_Entries taken from a collection_.
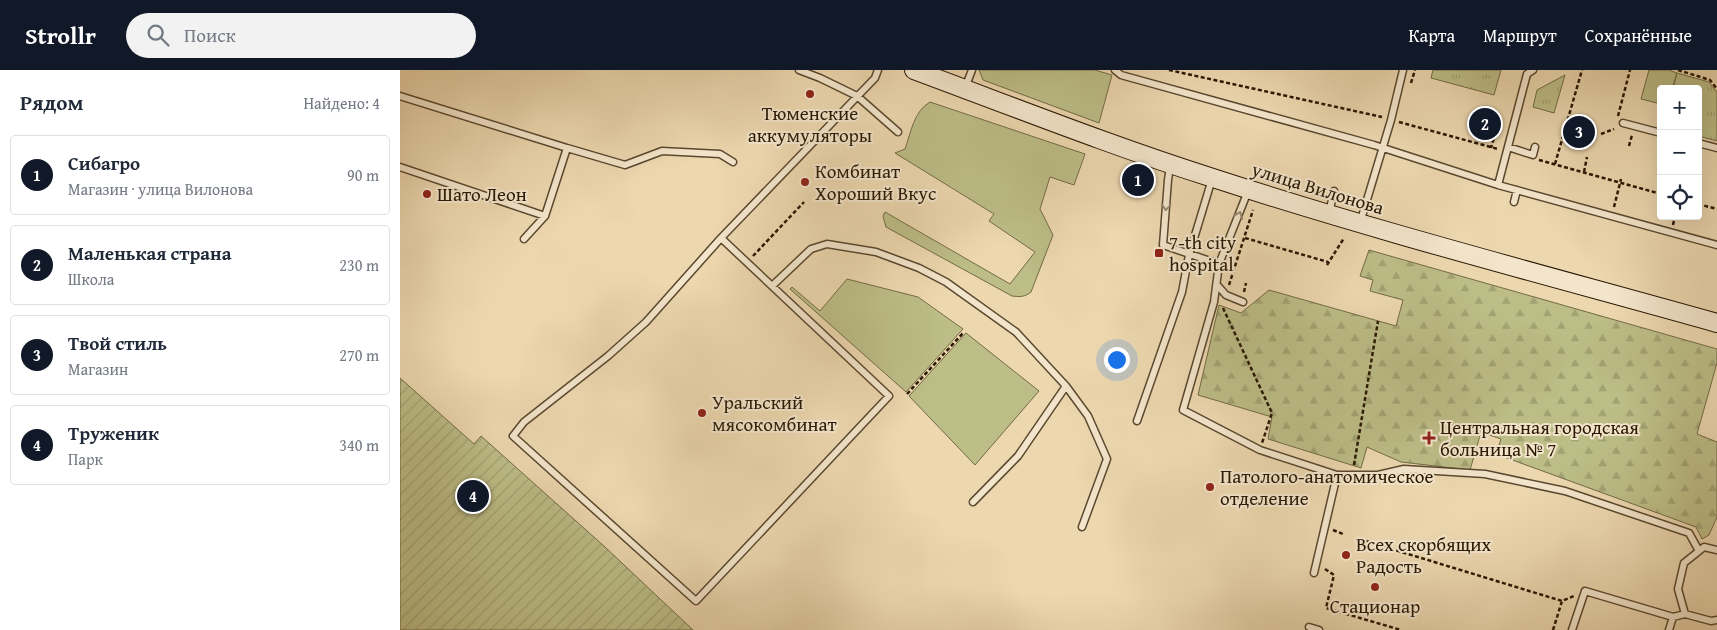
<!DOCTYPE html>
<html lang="ru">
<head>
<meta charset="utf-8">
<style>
  :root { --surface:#fff; --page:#f2f2f3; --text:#1f2937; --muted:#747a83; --line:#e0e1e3; --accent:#111827 }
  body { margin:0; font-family:"Gentium Book Plus",serif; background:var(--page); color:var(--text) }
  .controls { position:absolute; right:15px; top:15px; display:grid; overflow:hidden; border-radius:5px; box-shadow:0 5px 20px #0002 }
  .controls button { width:45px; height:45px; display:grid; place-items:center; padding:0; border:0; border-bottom:1px solid var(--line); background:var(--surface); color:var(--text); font:25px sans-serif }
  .you { position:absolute; left:716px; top:289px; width:18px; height:18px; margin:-12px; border:4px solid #fff; border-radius:50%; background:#1a73e8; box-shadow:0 0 0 8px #1a73e833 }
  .badge { display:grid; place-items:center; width:32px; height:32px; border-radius:50%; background:var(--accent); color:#fff; font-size:16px; font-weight:700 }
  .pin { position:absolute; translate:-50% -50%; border:2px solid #fff; box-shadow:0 1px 5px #0006 }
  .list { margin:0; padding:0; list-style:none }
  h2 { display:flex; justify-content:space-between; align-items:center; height:65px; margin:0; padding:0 20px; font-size:21px }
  h2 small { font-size:16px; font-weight:400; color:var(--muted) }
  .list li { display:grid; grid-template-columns:32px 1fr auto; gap:15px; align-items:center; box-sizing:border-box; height:80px; margin:0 10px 10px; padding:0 10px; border:1px solid var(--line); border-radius:5px }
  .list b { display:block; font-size:19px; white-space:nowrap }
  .list p { margin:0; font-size:16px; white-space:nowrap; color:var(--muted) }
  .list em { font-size:16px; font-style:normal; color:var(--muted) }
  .icon { flex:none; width:28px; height:28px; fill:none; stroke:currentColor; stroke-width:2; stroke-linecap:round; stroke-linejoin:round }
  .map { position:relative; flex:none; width:1317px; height:560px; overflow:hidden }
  header { display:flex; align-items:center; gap:30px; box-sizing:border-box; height:70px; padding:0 25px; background:var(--accent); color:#fff }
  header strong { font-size:24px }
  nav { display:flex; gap:28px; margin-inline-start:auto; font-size:18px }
  .search { width:350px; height:45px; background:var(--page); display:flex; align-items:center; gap:12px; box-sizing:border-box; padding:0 18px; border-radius:28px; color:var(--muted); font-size:19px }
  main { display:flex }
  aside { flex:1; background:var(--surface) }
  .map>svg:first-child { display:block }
  .grass { fill:#bcbd87; stroke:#736a45 }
  .forest { fill:url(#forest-firs); stroke:#736a45 }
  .park { fill:url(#park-tufts); stroke:#736a45 }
  .garden { fill:url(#garden-furrows); stroke:#736a45 }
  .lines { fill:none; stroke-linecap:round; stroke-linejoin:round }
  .lane-casing { stroke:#5a482e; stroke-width:9 }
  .secondary-casing { stroke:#2a1803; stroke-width:20 }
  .path { stroke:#2a1803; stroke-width:2.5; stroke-dasharray:4 2.5; stroke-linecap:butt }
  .lane { stroke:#f3e5cb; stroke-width:6 }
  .secondary { stroke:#f3e5cb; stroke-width:18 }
  .oneway { stroke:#998971 }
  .poi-dot { fill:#8f2418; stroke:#f3e5cb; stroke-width:2 }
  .labels { text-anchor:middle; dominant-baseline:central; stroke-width:4; stroke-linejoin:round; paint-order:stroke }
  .poi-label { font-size:19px; fill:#2a1803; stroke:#f3e5cb; text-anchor:start }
  .street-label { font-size:19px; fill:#2a1803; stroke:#f3e5cb }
</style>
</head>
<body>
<header>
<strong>Strollr</strong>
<div class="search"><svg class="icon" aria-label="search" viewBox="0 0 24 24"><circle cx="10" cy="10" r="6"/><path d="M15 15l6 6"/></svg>Поиск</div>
<nav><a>Карта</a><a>Маршрут</a><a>Сохранённые</a></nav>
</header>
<main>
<aside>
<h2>Рядом<small>Найдено: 4</small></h2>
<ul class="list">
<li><span class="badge">1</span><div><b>Сибагро</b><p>Магазин · улица Вилонова</p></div><em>90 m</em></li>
<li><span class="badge">2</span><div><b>Маленькая страна</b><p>Школа</p></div><em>230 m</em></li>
<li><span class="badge">3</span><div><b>Твой стиль</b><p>Магазин</p></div><em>270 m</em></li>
<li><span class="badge">4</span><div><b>Труженик</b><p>Парк</p></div><em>340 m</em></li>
</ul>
</aside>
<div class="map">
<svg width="1317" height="560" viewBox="0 0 1317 560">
  <defs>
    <pattern id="forest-firs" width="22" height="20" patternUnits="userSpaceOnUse" patternTransform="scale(1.25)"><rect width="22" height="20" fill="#bcbd87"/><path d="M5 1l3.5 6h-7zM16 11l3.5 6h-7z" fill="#a2a273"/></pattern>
    <pattern id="park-tufts" width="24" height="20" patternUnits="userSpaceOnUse" patternTransform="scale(1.25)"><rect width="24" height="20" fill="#bcbd87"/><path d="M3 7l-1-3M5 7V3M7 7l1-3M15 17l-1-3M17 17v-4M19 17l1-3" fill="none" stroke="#a2a273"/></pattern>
    <pattern id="garden-furrows" width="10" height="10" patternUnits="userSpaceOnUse" patternTransform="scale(1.25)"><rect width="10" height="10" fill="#bcbd87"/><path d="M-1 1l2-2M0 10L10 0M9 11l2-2" fill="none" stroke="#a2a273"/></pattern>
  </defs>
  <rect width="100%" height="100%" fill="#ecd7af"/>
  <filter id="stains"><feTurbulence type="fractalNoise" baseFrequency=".004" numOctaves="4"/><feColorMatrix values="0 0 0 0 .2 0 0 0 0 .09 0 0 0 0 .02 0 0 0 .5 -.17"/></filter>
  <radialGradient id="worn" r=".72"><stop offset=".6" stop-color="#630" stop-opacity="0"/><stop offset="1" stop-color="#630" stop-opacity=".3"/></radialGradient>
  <!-- grass -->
  <path class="grass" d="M579 0H695L712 5 699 53 583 10Z
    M1249 0H1269L1277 3 1272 19H1261V34L1241 29Z
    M530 32 685 84 674 115 650 107 640 139 653 165 631 222C625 227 620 227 612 226L486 157 483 146 485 142 610 214 635 182 589 151 594 144 495 83 505 79C511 62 514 41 530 32Z
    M447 209 518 227 563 259 506 322 390 219 392 217 420 241Z
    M566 263 639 321 575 395 509 326Z"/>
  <!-- forest -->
  <path class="forest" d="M969 180 1317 279V293L1297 364 1317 372V447L1309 465 1302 469 1296 457 1096 384 1101 369 1081 362 1070 400 1001 392 967 377 961 398 868 369 872 347 798 325 819 235 841 243 869 220 996 256 1003 230 970 221 973 210 960 206Z"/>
  <!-- park -->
  <path class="park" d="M1033 0H1101L1094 25 1031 8Z
    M1277 3 1309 12 1317 22V71L1298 66V19H1273Z
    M1165 5 1154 43 1133 37 1137 20Z"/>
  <!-- garden -->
  <path class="garden" d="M0 308 74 374 81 366 205 477 293 560H0Z"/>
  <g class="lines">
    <!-- lane casing -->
    <g class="lane-casing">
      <path id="lane" d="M399 0 420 8 457 26 498 62
        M715 0 721 5 974 75 1098 115 1317 175
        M565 18 572 0
        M0 26 167 78 145 146 0 97
        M1223 53 1261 63
        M1298 73 1317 78
        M1108 77 1133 85 1135 77
        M167 78 225 95 262 81 320 84 333 92
        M770 96 768 110 763 175 819 194 848 121
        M1098 115 1127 4 1133 0
        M1114 132 1117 120
        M929 143 934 121
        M960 153 991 50 1003 0
        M321 168 489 326 296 531 113 366 124 352 208 286 246 252 321 168 475 8 478 0
        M124 169 145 146
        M819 194 814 232 783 340 860 380 937 405 914 503
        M817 215 826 225 843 232
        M372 216 411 179 427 174 476 182 519 198 546 212 616 262 666 316 618 386 573 432
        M666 316 688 346 707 389 682 457
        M737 351 782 222 789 185 812 109
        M937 405H978L1004 399 1085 404 1165 421 1289 463 1299 481
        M1285 544 1278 519 1284 493 1304 477 1317 480
        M909 557 919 560
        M1172 560 1185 521 1273 547
        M1269 560 1273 547 1285 544 1311 551 1317 550"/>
    </g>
    <!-- secondary casing -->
    <g class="secondary-casing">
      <path id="secondary" d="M514 0C614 37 712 76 813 108 979 162 1149 206 1317 253"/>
    </g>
    <!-- path -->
    <path class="path" d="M769 0 982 47
      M1278 0 1310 10 1317 19
      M1011 13 1015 0
      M1218 46 1230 0
      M999 52 1098 79
      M1090 55 1097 57 1091 78
      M1201 64 1214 59
      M1229 76 1232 65
      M1139 90 1261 124
      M1155 94 1182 0
      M1184 102 1187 87
      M1298 134 1317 139
      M1214 137 1221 109
      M1273 155 1275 146
      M845 168 928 192
      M353 186 404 132
      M927 195 944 168
      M829 215 853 140
      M844 222 846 213
      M823 238 872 343 862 373
      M507 324 564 262
      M954 395 978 251
      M933 460 943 464
      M959 469 1162 531
      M925 499 934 505 926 538 1001 560
      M1153 560 1162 531 1174 526"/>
    <!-- lane -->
    <use href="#lane" class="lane"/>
    <!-- secondary -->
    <use href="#secondary" class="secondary"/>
  </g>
  <!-- one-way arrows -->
  <defs><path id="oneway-chevron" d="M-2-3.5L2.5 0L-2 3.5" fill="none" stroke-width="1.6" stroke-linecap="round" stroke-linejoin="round" transform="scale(1.25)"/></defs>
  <g class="oneway">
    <use href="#oneway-chevron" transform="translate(766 137) rotate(94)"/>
    <use href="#oneway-chevron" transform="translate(839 145) rotate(-68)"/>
  </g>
  <!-- markers -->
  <g class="poi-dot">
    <circle cx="410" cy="24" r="5"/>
    <circle cx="405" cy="112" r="5"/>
    <circle cx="27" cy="124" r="5"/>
    <rect x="754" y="178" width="10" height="10" rx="2.5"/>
    <circle cx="302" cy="343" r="5"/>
    <path d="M1026.5 360.5h5v5h5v5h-5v5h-5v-5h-5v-5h5z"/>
    <circle cx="810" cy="417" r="5"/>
    <circle cx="946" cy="485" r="5"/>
    <circle cx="975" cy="517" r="5"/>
  </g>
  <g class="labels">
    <!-- poi labels -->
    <g class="poi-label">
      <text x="410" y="43" text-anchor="middle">Тюменские<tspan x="410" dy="22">аккумуляторы</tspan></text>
      <text x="415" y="101">Комбинат<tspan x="415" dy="22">Хороший Вкус</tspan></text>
      <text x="37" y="124">Шато Леон</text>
      <text x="769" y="172">7-th city<tspan x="769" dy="22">hospital</tspan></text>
      <text x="312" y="332">Уральский<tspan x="312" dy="22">мясокомбинат</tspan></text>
      <text x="1040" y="357">Центральная городская<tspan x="1040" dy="22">больница № 7</tspan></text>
      <text x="820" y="406">Патолого-анатомическое<tspan x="820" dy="22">отделение</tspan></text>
      <text x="956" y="474">Всех скорбящих<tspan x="956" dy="22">Радость</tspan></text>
      <text x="975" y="536" text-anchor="middle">Стационар</text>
    </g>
    <!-- street labels -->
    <g class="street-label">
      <text transform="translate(918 118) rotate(17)">улица Вилонова</text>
    </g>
  </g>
  <rect width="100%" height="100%" filter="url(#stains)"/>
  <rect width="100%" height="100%" fill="url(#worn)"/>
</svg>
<div class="controls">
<button>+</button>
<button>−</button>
<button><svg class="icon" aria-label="locate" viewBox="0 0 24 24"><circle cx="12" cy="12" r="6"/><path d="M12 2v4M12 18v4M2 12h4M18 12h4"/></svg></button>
</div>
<div class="you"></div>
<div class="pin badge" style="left:738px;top:110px">1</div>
<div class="pin badge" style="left:1085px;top:54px">2</div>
<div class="pin badge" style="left:1179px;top:62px">3</div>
<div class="pin badge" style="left:73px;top:426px">4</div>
</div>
</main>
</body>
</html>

_Exercise_.
Go through the entries and return each line where the word "grid" appears.

_Written solution_.
  .controls { position:absolute; right:15px; top:15px; display:grid; overflow:hidden; border-radius:5px; box-shadow:0 5px 20px #0002 }
  .controls button { width:45px; height:45px; display:grid; place-items:center; padding:0; border:0; border-bottom:1px solid var(--line); background:var(--surface); color:var(--text); font:25px sans-serif }
  .badge { display:grid; place-items:center; width:32px; height:32px; border-radius:50%; background:var(--accent); color:#fff; font-size:16px; font-weight:700 }
  .list li { display:grid; grid-template-columns:32px 1fr auto; gap:15px; align-items:center; box-sizing:border-box; height:80px; margin:0 10px 10px; padding:0 10px; border:1px solid var(--line); border-radius:5px }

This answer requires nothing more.